▸ **What you will do**
A single number is expected: the count of lines in the records below that contain "buttons".

▸ **Stored data entries**
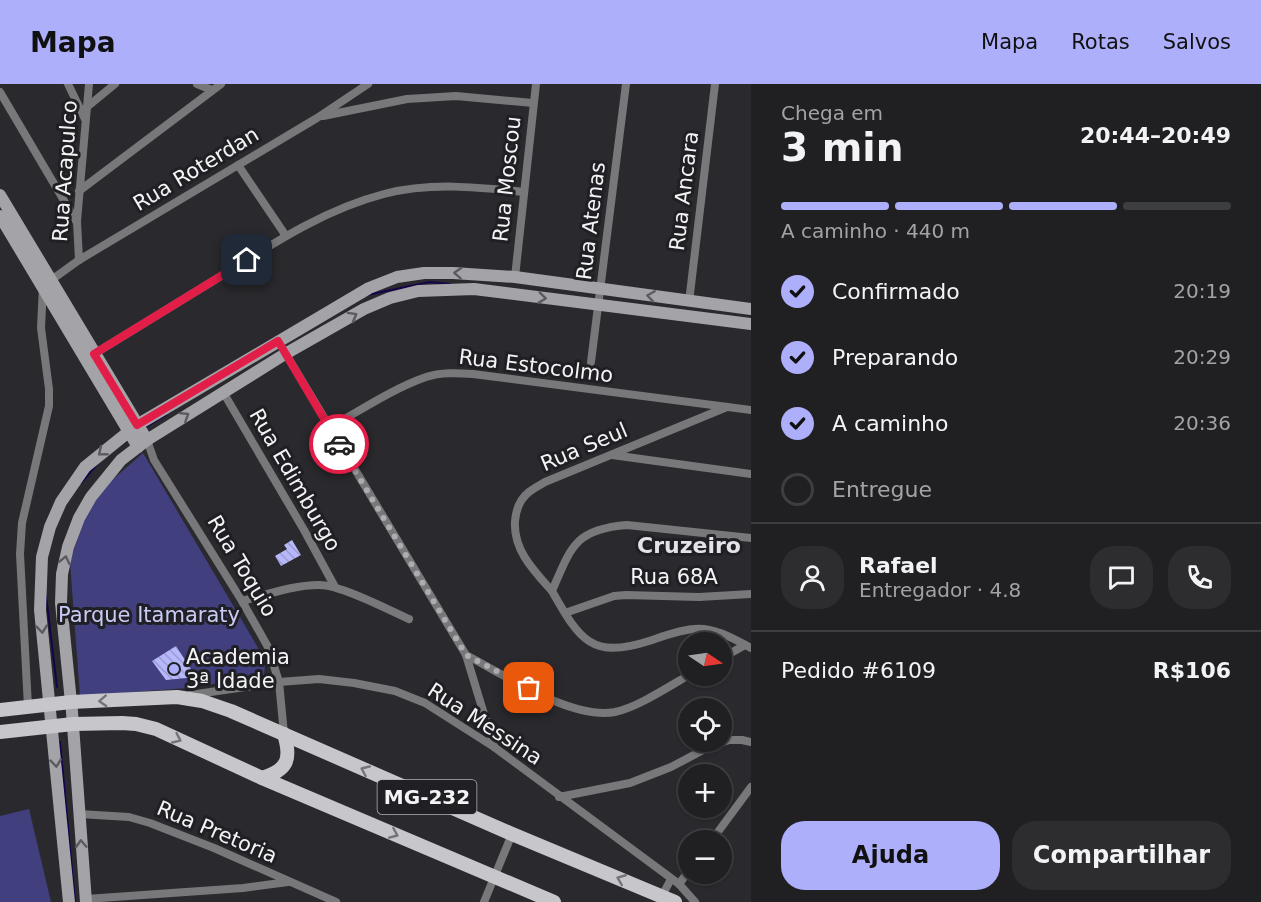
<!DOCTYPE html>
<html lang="pt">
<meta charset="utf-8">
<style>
:root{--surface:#202022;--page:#2d2d2f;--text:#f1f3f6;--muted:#a2a3a5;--line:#3d3e40;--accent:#adaffb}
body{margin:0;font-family:"DejaVu Sans",sans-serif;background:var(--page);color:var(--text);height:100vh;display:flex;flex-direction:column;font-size:22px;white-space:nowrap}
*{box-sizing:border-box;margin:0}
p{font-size:20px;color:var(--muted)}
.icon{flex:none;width:33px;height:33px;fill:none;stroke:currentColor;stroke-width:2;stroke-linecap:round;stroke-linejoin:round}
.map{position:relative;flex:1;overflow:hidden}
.details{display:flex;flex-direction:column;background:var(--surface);width:510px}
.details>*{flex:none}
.needle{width:39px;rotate:103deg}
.buttons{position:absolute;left:678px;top:548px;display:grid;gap:12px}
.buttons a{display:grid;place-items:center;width:54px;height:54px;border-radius:50%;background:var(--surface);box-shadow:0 2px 4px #0004,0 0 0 2px var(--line);font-size:30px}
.pin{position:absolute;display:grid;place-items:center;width:51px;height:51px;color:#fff;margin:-26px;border-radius:12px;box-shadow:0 3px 9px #0006}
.courier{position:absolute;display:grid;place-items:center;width:60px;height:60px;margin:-30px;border:4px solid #e11d48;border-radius:50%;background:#fff;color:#222;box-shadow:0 2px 8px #0007}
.summary em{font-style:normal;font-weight:800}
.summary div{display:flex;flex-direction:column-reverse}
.summary{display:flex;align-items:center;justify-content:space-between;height:102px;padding:0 30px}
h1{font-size:39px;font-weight:800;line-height:45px}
.bar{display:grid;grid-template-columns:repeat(4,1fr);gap:9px 6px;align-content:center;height:72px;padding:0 30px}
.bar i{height:8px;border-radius:4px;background:var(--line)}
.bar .on{background:var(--accent)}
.bar p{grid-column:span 4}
.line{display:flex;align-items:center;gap:15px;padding:0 30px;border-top:2px solid var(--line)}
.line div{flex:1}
.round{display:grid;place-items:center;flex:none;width:63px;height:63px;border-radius:24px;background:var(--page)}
ol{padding:0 30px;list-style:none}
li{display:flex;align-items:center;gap:18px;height:66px}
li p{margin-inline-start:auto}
li .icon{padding:6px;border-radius:50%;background:var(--accent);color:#111;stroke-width:4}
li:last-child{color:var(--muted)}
li i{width:33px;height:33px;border:3px solid var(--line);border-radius:50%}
.primary-button{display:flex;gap:12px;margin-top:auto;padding:12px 30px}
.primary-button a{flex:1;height:69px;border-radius:24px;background:var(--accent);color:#111;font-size:24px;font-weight:800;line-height:69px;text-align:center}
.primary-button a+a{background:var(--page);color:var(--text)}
header{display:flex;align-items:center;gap:36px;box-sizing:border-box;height:84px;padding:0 30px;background:var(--accent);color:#111}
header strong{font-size:28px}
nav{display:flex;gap:33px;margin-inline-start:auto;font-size:21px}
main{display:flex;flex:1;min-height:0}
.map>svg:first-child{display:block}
.park{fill:#413f7d}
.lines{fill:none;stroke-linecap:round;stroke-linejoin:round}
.stream{stroke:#16034b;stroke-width:2}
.building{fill:url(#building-back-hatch)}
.street{stroke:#78787a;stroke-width:8}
.secondary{stroke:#a4a4a8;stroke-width:12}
.primary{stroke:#c6c6cb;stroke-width:14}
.oneway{stroke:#5b5b5f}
.oneway2{stroke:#737378}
.done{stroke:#adadb1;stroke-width:6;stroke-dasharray:0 10.8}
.route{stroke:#e11d48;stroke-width:8}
.poi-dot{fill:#adaffb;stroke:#202024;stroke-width:2}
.labels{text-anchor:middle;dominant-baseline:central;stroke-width:6;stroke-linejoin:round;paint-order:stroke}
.shield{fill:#202024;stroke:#b4b4b8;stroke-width:1.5}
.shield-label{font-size:20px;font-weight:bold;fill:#f4f4f7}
.street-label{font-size:21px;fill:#f4f4f7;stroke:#202024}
.park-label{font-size:21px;fill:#c8cbf6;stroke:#202024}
.poi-label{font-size:21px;fill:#f4f4f7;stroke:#202024;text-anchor:start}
.neighbourhood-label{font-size:22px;font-weight:bold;fill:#e3e3e9;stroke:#202024}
</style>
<header>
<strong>Mapa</strong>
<nav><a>Mapa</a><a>Rotas</a><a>Salvos</a></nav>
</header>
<main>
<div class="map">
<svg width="751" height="818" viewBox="0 0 751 818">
<defs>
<pattern id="building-back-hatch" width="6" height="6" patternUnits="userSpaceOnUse" patternTransform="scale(1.5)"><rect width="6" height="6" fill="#b6b8fb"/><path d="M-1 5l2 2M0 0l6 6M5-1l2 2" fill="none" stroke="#9b9ccf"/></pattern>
</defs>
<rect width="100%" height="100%" fill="#2a2a2e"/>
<g class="park">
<polygon points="143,369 257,562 265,581 264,592 188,604 80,612 70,478 87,427 111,397"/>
<polygon points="29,725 51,818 0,818 0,732"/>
</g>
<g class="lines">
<g class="stream">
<polyline points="367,211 430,198 450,200"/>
<polyline points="146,343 166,331"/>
<polyline points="81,399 99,378"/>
<polyline points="46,511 57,603"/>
<polyline points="60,658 75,818"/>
</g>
</g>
<g class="building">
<polygon points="292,456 301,471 281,482 275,472 287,465 284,461"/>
<polygon points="176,562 196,593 166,596 152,577"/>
</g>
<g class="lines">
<g class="street">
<polyline points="68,0 85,35"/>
<polyline points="197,0 212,6"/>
<polyline points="0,8 76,137"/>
<polyline points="87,23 115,0"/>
<polyline points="323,32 407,15 456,12 533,19"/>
<polyline points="238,81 286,152"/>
<polyline points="79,107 221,0"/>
<polyline points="79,176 77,137 89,0"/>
<polyline points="515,193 536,0"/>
<polyline points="689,218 715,0"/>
<polyline points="283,265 466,571 494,663"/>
<path d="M94,270c44,-27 88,-54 132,-81 49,-31 100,-64 158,-79 46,-12 93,-7 140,-2"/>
<polyline points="591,278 626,0"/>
<polyline points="223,308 304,446 335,503"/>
<path d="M329,344c32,-18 63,-39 97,-51 15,-5 31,-4 47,-3l278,36"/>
<polyline points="147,356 154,376 242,517 268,563 279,598 284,650"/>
<polyline points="612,371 751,390"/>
<path d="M751,454l-124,-13c-52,4 -56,22 -75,66 27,47 38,69 97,50 15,-5 30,-11 45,-12 20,-2 40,10 57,19"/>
<path d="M552,507c-18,-20 -39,-41 -37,-70 1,-11 5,-22 14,-29 5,-4 11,-7 16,-10l182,-75"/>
<path d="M242,517c24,-6 51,-16 77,-16 22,0 68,24 90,34"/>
<polyline points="565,529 614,512 626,511 699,513 751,510"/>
<path d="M466,571c39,20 105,65 149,57 23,-5 53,-25 74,-37"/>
<polyline points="722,574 745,561"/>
<polyline points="190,611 279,598 319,595 354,599 395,607 425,619 494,663 679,800 695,818"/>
<polyline points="28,623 20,470 22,439 49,322 49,305 41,244 43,202 79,176 317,34 368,0"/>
<polyline points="559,713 630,699 671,683 707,664 729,656 742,656 751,658"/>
<polyline points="79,730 129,733 150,739 214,764 336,818"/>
<polyline points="712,756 751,703"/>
<polyline points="679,800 688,788"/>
<polyline points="662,812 671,795"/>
<polyline points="86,815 243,804 288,798"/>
<polyline points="484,818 512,750"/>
</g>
<g class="secondary">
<polyline points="0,111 147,356"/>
<polyline points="0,132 138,363"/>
<polyline points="69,818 40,526 42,473 50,443 61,418 85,383 137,341 369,204 397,193 424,189 453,189 515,193 751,225"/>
<polyline points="86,818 72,628 61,519 62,490 68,463 79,434 91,413 121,376 147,356 285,270 364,225 390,214 418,207 474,205 751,240"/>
</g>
<g class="primary">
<polyline points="0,626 71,618 177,613 202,617 231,627 512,750 675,818"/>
<polyline points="0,648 73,640 122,639 136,640 156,645 262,694 554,818"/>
<path d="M262,694c25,-8 30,-18 22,-44"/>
</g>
</g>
<defs><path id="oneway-chevron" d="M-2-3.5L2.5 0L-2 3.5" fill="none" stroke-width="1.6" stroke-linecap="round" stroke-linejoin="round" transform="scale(1.5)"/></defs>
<g class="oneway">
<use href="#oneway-chevron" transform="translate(458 189) rotate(-177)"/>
<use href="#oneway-chevron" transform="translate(651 212) rotate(-172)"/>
<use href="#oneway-chevron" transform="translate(542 214) rotate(7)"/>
<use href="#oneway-chevron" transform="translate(353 232) rotate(-29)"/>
<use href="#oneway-chevron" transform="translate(185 332) rotate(-32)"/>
<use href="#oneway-chevron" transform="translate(102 368) rotate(141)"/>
<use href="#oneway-chevron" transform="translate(65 476) rotate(-78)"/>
<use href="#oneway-chevron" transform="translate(42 545) rotate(84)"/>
<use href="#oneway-chevron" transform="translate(56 679) rotate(84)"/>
<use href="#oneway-chevron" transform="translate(81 760) rotate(-93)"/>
</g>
<g class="oneway2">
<use href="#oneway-chevron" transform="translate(103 617) rotate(177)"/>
<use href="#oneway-chevron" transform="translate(177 655) rotate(25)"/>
<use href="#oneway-chevron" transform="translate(365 686) rotate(-156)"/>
<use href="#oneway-chevron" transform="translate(394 750) rotate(23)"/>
<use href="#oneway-chevron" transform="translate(621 795) rotate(-158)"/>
</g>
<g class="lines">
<polyline class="done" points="339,360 466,571 529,604"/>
<polyline class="route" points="247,176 94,270 137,341 278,257 339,360"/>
</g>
<circle class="poi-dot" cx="174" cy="585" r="6"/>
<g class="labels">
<rect class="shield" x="377.5" y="696" width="99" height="34" rx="4.5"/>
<g class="shield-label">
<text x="427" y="713">MG-232</text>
</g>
<g class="street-label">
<text transform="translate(196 85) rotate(-31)">Rua Roterdan</text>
<text transform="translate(65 87) rotate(-86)">Rua Acapulco</text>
<text transform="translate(507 95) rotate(-84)">Rua Moscou</text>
<text transform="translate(684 107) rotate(-83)">Rua Ancara</text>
<text transform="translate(591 137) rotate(-83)">Rua Atenas</text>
<text transform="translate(536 282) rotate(7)">Rua Estocolmo</text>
<text transform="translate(584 363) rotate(-23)">Rua Seul</text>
<text transform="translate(295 396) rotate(60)">Rua Edimburgo</text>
<text transform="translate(242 482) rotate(59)">Rua Toquio</text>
<text x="674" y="493">Rua 68A</text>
<text transform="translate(485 640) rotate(33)">Rua Messina</text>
<text transform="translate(217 748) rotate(23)">Rua Pretoria</text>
</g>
<g class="park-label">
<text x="149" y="531">Parque Itamaraty</text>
</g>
<g class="poi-label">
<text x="186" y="573">Academia<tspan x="186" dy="24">3ª Idade</tspan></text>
</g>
<g class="neighbourhood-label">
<text x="689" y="461">Cruzeiro</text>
</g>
</g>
</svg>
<div class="buttons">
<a><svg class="needle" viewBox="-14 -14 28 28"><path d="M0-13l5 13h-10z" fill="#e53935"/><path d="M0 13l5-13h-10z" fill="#a2a3a5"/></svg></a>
<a><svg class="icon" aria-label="locate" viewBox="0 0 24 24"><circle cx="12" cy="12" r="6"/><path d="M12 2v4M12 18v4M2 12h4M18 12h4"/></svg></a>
<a>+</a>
<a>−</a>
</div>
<div class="pin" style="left:529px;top:604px;background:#ea580c"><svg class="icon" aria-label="bag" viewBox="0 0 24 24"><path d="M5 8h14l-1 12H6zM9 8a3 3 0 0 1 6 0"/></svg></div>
<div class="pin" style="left:247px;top:176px;background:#1f2937"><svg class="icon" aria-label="home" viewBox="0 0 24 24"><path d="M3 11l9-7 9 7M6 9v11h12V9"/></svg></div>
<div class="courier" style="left:339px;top:360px"><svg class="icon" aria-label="car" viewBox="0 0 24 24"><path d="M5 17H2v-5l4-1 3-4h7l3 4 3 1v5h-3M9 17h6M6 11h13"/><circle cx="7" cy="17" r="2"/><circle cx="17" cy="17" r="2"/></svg></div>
</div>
<section class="details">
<div class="summary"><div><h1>3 min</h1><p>Chega em</p></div><em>20:44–20:49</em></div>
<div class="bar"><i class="on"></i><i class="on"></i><i class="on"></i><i></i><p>A caminho · 440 m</p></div>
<ol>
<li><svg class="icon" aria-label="check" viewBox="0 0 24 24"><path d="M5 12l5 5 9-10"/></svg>Confirmado<p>20:19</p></li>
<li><svg class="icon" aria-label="check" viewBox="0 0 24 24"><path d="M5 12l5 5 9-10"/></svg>Preparando<p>20:29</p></li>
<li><svg class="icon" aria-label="check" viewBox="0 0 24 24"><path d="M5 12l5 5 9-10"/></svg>A caminho<p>20:36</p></li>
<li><i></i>Entregue</li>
</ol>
<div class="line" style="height:108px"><a class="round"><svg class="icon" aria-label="person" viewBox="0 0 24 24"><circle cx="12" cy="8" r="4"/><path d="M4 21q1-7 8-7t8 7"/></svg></a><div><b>Rafael</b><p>Entregador · 4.8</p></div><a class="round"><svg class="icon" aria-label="chat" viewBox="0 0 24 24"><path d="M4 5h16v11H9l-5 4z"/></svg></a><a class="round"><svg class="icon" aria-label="phone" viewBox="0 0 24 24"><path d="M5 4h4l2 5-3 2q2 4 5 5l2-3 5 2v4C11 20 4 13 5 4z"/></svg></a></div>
<div class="line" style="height:78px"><div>Pedido #6109</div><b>R$106</b></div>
<div class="primary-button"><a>Ajuda</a><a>Compartilhar</a></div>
</section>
</main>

▸ **Written solution**
3